As an independent Cassegrain ADC, the designs of Wynne and Worswick [4.60] appear to be the definitive solution. Their aberration analysis shows, moreover, that such simple systems are impracticable for typical PF focal ratios (f/3.5 or faster) because of unacceptable amounts of spherical aberration and coma arising from the thicknesses. Of course, this assumes the ADC is added to an existing telescope corrector. If the ADC is integrated in the corrector, as envisaged by Epps et al. [4.36], then compensations within the system may well be feasible.

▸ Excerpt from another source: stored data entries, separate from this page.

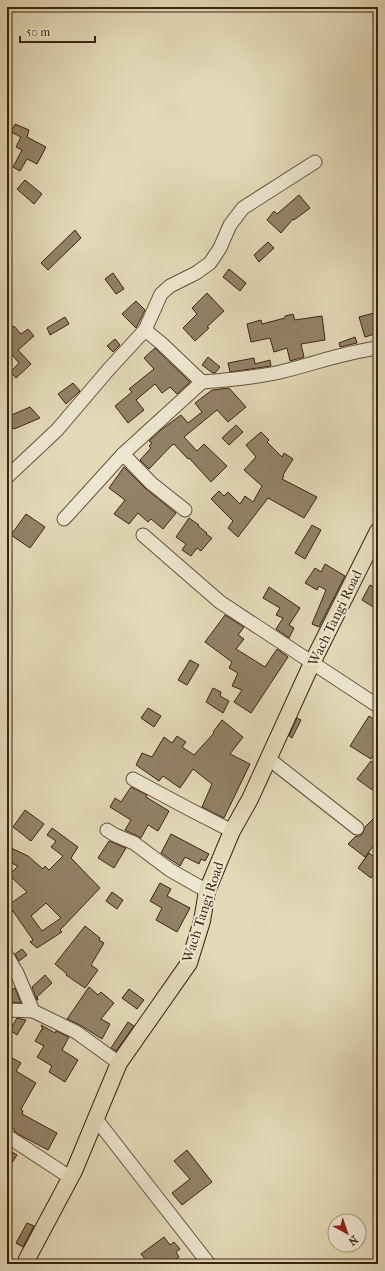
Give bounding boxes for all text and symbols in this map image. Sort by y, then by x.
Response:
scale bar [20,18,95,44]
text: 50 m [26,25,50,39]
street label: Wach Tangi Road [304,567,366,670]
street label: Wach Tangi Road [178,859,227,965]
north arrow [327,1213,367,1253]
text: N [345,1233,360,1248]

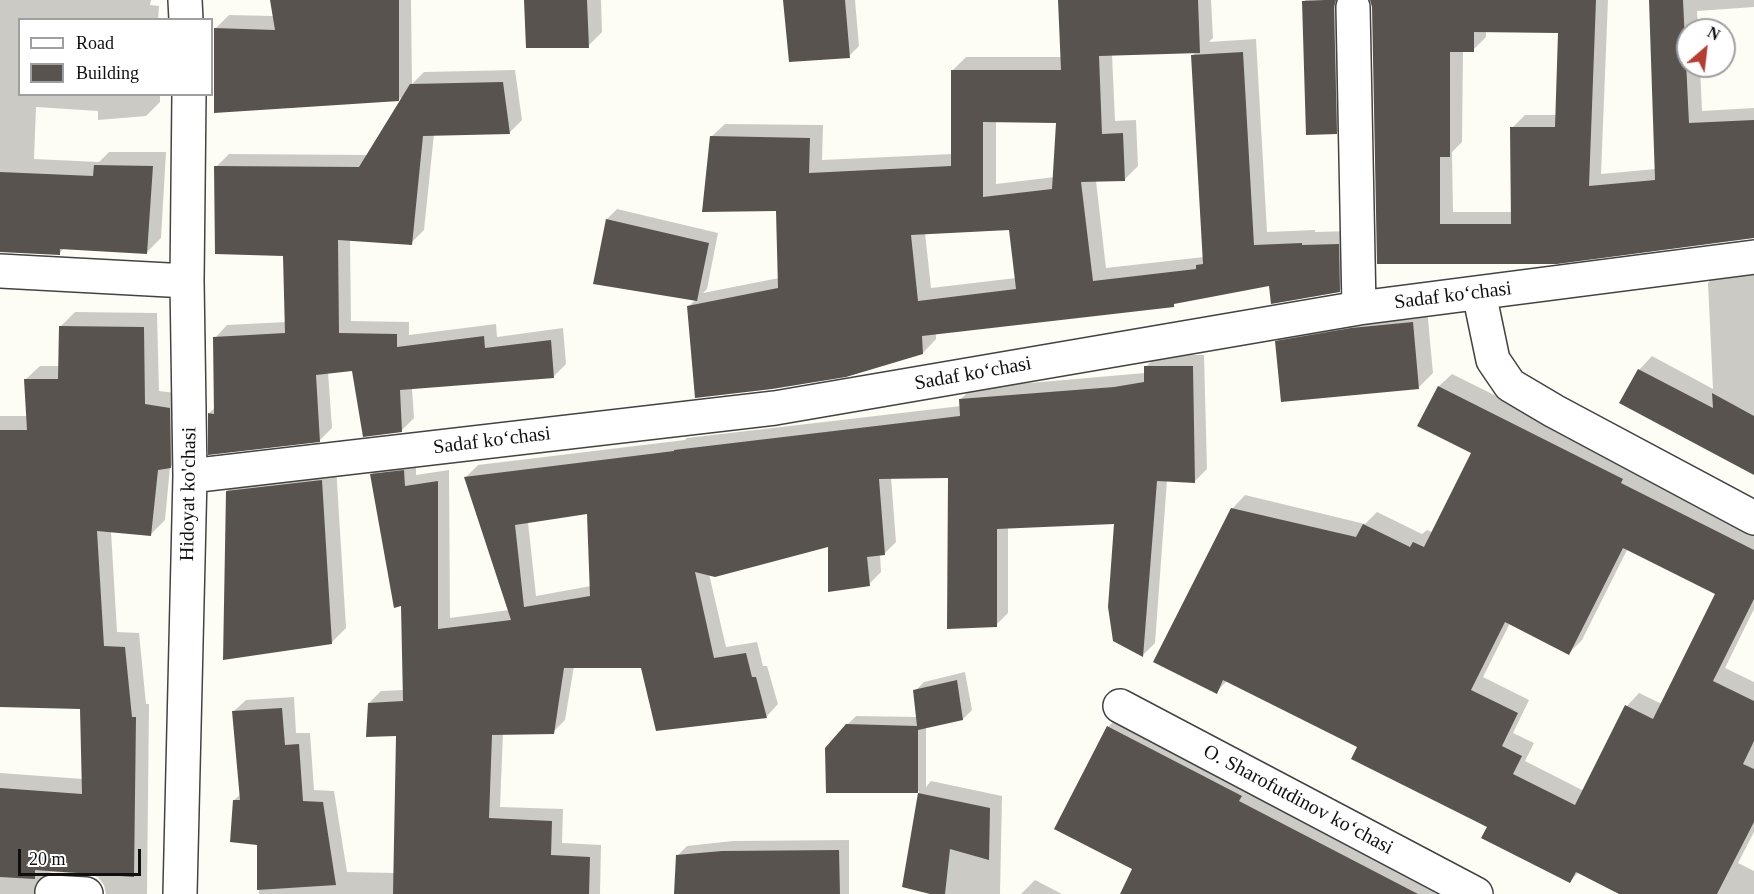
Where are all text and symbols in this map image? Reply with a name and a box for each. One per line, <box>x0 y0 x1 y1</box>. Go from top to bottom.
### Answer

Wynne [4.61] further analysed the possibilities of an independent ADC for the PF case. If the equivalent plane-parallel plates of the prism pairs are replaced by menisci, concentric to the focus, there will be no spherical aberration or longitudinal chromatic aberration. The sagittal field curvature is also zero but the tangential field curvature is twice the Petzval sum of the meniscus system, giving astigmatism. Wynne estimated this astigmatism to give about 0.5 arcsec aberration at the edge of a field diameter of 28 arcmin for the 3.6 m, f/3.2 PF of the Anglo-Australian Telescope (AAT). Logically, the ADC would be placed in front of the PF corrector. This aberration can easily be compensated in the corrector, with the disadvantage of limiting the corrector field if the ADC is removed for near-zenith observations. An oiled contact ADC has only two air-glass surfaces and may well be left in place. If a fully integrated design is envisaged, larger meniscus thicknesses become possible, so that sufficient dispersion may be available for a facility equivalent to an objective prism.

Wynne's work on ADC for prime focus correctors (PF) was reported more completely by Wynne and Worswick [4.62] with a detailed analysis of the aberration theory in this focus. Two cases were investigated, as shown in Fig. 4.28. It was found that the effective thick meniscus in front of a normal 3- or 4-lens PF corrector, if the whole system is re-designed, actually slightly

Fig. 4.28. Configurations of prisms for maximum dispersion setting, in cases 1 and 2 (angles exaggerated) for ADC in the prime focus (PF). (After Wynne and Worswick [4.62])
Fig. 4.29a. Spot-diagrams, reproduced from Wynne and Worswick [4.62], for their PF ADC for the 4.2 m, f/2.5 William Herschel Telescope. (a) Zero dispersion setting

improves the performance. This enables the use of a thicker meniscus with more powerful dispersions, giving an objective prism facility. In this case, the inclination angles are no longer negligible as they are for normal ADC, making Case 2 in Fig. 4.28 preferable. For the normal application limited to ADC, it is unimportant whether Case 1 or Case 2 is used.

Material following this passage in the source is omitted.